Albert: The 10,000 number came out of a housing task force in the Williams administration, and then-Councilmember Fenty introduced legislation that set up this Comprehensive Housing Strategy Task Force and they made a recommendation that the city needed to build 55,000 new units of housing over the next ten years to deal with the population increase, special needs housing, etc. And then they broke down some sub categories – 19,000 affordable, and for those affordable units, there were some smaller ranges that included special needs 2,500 units, etc.

We wanted to make sure that we could achieve that in a ten year period, so we set a goal of 10,000 in first four years, so with about 2,500 a year we are well on our way to at least funding those projects. We’re not only calling for them, we are providing funding for them through the housing production trust fund and some of the other housing sources available. I am confident that we’re going to make that.

In terms of your position, you have a huge hand in what happens in terms of development, and development seems very high on Fenty’s list given his appearances at development press conferences. How do you want DC to be perceived from a national standpoint, what are your development goals?

Albert: We want to truly make a diverse city here, but my opinion is that we have the great opportunity of positioning this city as a great international city on par with Paris and London and Amsterdam. People talk about great cities and I see DC as one of those. We are not on the cusp of that yet, we have a little ways to go, but I think we’ve got the major elements coming together. We have a vibrant downtown, people want to be here, and every vacant office building is being gobbled up by big lobbying firms or law firms or national organizations that need to be near the seat of power.

We’ve started to pay attention to our retail. We can now shop in DC, when I came here eight or nine years ago, you couldn’t do that. Now there are good restaurant choices, you have really great options springing up and also good entertainment options. The Washington Post did an article about how DC is no longer a daytime town, it’s becoming a nighttime destination, so you don’t just leave the office canyons and go home to the suburbs, you go to night clubs and restaurants in the central business district.
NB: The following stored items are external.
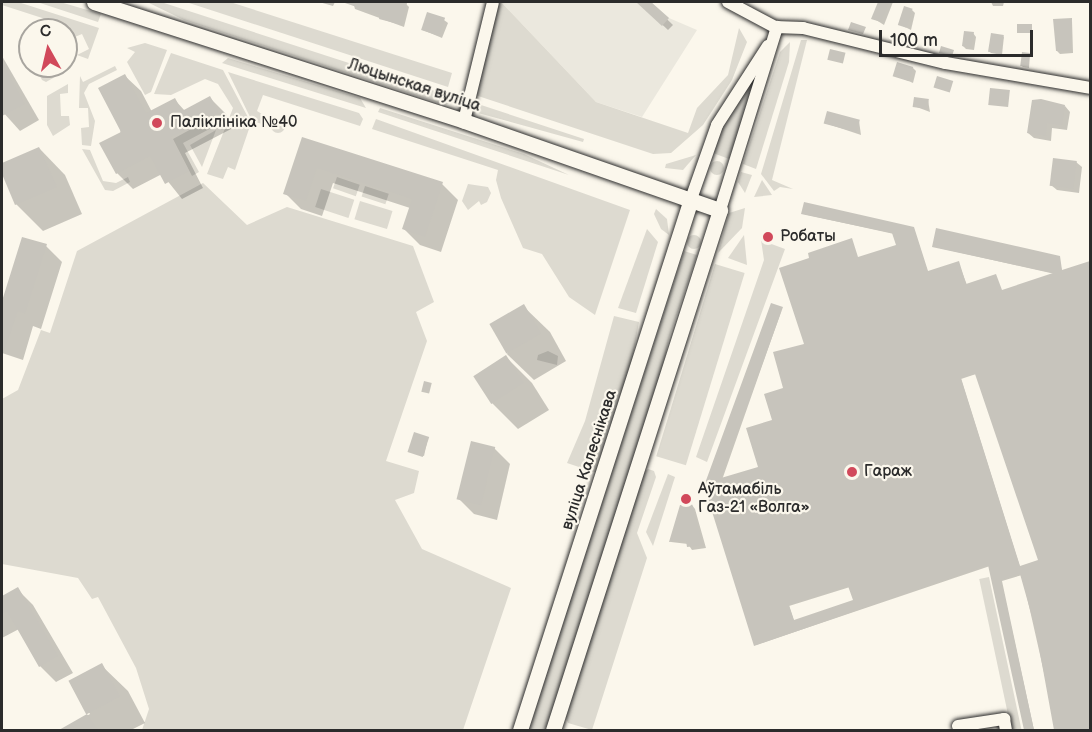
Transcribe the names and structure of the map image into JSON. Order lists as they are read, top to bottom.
{
  "streets": {
    "main road": ["Люцынская вуліца", "вуліца Калеснікава"]
  },
  "crossings": [
    ["Люцынская вуліца", "вуліца Калеснікава"]
  ],
  "places": [
    "Паліклініка №40",
    "Робаты",
    "Гараж",
    "Аўтамабіль Газ-21 «Волга»"
  ],
  "scale_bar": "100 m",
  "north": "top"
}
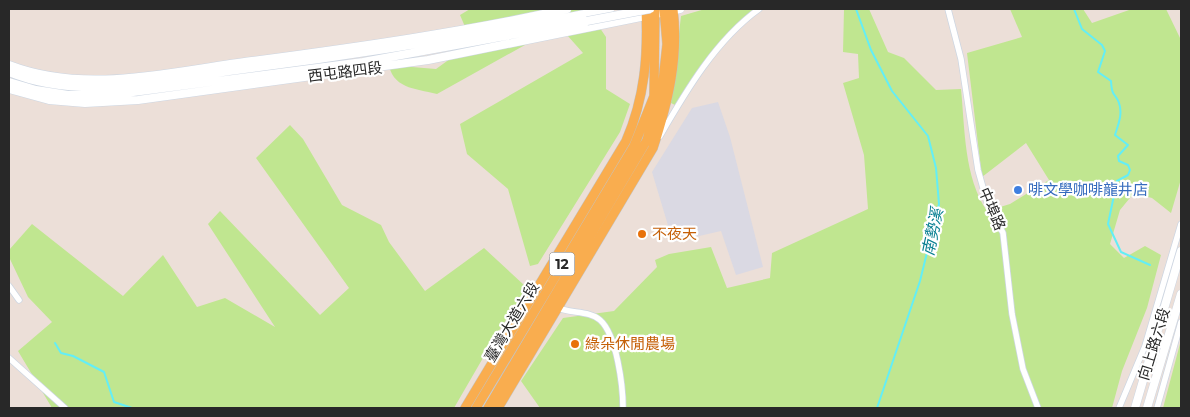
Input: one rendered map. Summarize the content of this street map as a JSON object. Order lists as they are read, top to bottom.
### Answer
{
  "streets": {
    "main road": ["12", "臺灣大道六段"],
    "street": ["西屯路四段", "中埠路", "向上路六段"]
  },
  "crossings": [
    ["西屯路四段", "12"],
    ["西屯路四段", "臺灣大道六段"],
    ["12", "臺灣大道六段"]
  ],
  "water": ["南勢溪"],
  "places": ["啡文學咖啡龍井店", "不夜天", "綠朵休閒農場"]
}
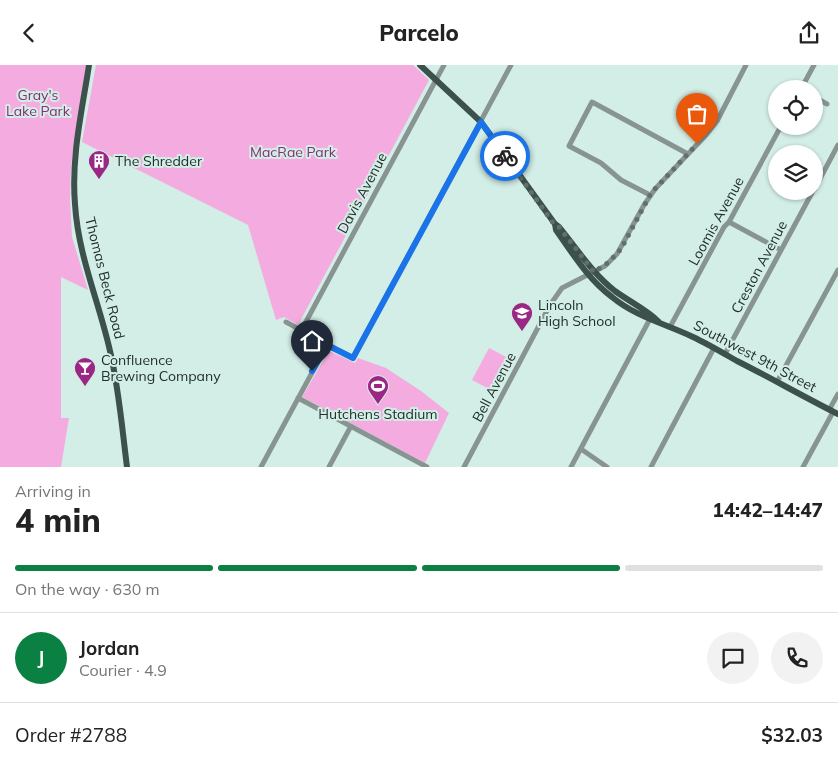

What I think will put us on par with some of the mature cities that make a statement both locally and internationally is having kind of the right balance between cultural amenities, which we have a lot of in our museums, but also local cultural amenities like the Spy Museum and Madam Tussaud’s; cultural amenities not just downtown, but also in other neighborhoods. We have lots of theaters and shopping destinations, so that when tourists come, they are not just sleeping in hotels and visiting the Mall, but also getting into the neighborhoods and discovering them. So what I would like us to be known for is raising the bar to be a city on par with a lot of the other international cities. And right now, we kind of lay in the shadow of great U.S. cities, but we are still holding our own.

How do you see your specific role and interaction with the private development community and with residents of the city - how do you mix the two?

Albert: I see myself as convener of private sector and the natural community residents who sometimes have needs that complement each other and sometimes oppose each other. In many cases, my role is just to be the arbitrator. Getting the services from the private sector that the residents need, whether it is incentives or bringing offices to neighborhoods so people don’t have to jump into a car to get to work, but can hop one metro stop to another. I really see my role as a convener or facilitator of those communities. I am really concerned about the amount of new jobs we create in the District, I’m happy to say that even while the rest of country is going through a downturn, we are still seeing job growth in DC.

Traditionally, you look at the government as the creator of jobs. In the District they still are, but the service industry is also creating new jobs in entertainment, restaurants, retail and the federal government is doing its role by positioning government agencies in the District – the DOT by the ballpark or the ATF building at New York Avenue. They put us in partnership with each other to keep the economy going.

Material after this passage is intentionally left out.